I have not said much about this on Facebook, or to anyone for that matter, but I want to speak now. I needed some time to process this not just in my head, but also in my heart. I had to get to a “better” place before I spoke up.
As I sit here and write, I am trying to discern how a Christian should respond to all of this. Yes, of course God is a God of love, and we should be seeking in our hearts to forgive Officer Chauvin for what he has done. However, God is also a God of justice, and we should be seeking justice to be served for Mr. Floyd’s family, his friends, and for the entire community of Minneapolis.
So, how does one do both? How does one seek justice and forgiveness at the same time? To start off with, forgiveness does not mean that justice cannot be sought out – or achieved. We have to spend the time to realize what forgiveness is, and what it is not, and that is true with justice as well.
Forgiving someone of a sin, or an offense against you, does not necessarily give that person a “pass.” Even if your spouse or significant other forgives you for calling them something terrible, there still is a cost. They can forgive, but it might take them a long time before they forget.
No, the power of forgiveness is much more to help you. When you forgive someone, you take back that power that they had stolen from you. Each of us, in our own way, and in our own time, needs to seek within us that place where we can begin to forgive Derek Chauvin for what he has done.
Justice is not revenge! Sometimes, justice will bring about some sense of revenge, but those few times are not part of justice; it was just a coincidence. Revenge is hurt people hurting people, and that is what we are seeing being displayed with the riots in Minneapolis. Theirs is a community that is hurting greatly and does not need our condemnation.

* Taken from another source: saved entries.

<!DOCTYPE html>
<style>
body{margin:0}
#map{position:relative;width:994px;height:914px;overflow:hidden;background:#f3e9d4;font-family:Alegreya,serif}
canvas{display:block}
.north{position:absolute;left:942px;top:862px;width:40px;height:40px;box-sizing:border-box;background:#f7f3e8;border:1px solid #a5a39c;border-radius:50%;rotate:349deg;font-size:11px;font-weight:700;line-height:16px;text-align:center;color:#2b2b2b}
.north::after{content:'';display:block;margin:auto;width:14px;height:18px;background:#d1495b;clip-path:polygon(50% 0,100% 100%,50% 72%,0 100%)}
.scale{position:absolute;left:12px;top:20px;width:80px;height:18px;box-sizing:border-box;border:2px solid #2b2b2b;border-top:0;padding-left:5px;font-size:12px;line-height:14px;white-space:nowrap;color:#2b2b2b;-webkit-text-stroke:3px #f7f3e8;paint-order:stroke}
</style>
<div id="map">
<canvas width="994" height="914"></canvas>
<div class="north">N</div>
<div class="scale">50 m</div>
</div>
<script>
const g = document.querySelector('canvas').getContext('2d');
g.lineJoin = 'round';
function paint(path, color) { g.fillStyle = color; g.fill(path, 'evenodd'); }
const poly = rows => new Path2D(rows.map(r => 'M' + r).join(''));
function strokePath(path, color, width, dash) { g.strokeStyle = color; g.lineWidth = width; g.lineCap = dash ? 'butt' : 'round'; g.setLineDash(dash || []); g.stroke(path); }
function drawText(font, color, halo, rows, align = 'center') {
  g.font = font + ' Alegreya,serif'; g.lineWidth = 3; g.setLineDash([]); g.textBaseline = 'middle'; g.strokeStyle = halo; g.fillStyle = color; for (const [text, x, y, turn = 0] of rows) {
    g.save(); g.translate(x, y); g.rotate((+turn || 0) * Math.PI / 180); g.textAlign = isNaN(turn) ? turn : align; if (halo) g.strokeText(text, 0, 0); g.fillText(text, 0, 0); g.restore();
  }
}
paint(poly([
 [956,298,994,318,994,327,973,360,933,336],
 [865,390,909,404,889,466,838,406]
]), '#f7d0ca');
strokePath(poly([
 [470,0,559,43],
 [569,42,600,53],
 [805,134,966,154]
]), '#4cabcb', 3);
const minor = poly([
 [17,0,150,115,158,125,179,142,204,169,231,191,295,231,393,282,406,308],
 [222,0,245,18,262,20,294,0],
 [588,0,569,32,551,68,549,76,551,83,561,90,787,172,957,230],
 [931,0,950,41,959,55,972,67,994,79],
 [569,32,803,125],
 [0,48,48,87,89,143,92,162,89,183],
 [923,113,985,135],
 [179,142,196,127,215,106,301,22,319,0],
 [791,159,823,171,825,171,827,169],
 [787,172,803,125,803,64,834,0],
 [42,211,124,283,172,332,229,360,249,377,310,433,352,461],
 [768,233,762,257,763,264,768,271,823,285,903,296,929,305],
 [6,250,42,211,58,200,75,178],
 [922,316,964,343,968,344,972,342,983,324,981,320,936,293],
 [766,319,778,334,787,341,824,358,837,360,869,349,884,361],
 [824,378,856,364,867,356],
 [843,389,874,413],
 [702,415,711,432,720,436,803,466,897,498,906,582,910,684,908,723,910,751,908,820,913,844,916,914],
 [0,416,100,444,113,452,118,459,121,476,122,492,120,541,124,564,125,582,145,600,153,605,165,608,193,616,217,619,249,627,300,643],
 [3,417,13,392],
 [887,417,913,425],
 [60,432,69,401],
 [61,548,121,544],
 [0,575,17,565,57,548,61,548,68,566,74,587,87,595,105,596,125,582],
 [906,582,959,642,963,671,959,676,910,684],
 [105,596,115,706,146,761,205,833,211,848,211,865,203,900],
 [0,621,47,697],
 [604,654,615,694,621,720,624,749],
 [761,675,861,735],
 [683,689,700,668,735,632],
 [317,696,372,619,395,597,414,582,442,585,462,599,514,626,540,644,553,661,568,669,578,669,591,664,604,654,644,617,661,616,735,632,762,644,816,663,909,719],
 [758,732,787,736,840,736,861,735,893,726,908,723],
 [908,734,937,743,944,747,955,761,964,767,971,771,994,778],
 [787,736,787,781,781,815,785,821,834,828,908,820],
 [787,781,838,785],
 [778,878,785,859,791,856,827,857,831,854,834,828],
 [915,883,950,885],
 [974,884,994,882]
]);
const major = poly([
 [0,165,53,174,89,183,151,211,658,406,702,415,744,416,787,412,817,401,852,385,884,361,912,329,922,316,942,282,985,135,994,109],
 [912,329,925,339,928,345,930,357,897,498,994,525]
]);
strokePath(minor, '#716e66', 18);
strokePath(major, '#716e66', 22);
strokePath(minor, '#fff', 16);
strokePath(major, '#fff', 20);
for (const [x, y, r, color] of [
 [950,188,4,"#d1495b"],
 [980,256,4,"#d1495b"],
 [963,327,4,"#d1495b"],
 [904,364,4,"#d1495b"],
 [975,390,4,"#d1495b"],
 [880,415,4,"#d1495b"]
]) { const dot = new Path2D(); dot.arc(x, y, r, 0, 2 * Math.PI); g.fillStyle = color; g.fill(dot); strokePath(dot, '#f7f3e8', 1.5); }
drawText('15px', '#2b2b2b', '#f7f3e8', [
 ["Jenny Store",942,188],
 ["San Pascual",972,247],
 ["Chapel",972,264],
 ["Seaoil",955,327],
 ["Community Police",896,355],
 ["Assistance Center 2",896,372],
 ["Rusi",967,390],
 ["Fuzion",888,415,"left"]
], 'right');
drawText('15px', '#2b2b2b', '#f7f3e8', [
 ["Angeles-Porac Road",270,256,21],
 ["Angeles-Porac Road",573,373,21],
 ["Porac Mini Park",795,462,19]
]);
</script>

Instead, they need our love, our prayers, and our support.
Justice is seeking a way to right a wrong to the best of our limited abilities. Obviously, we do not have the power to bring back to life George Floyd (that would be the greatest justice), and so we seek to punish the one(s) that took his life, and to do so in a rational way as much as possible.
This is where I have come to, as a Christian, in all of this: We should pray for justice and pray for the ability to forgive, for that is what we are called to do. You know what we Christians should not do? We should not judge, for this is not our calling.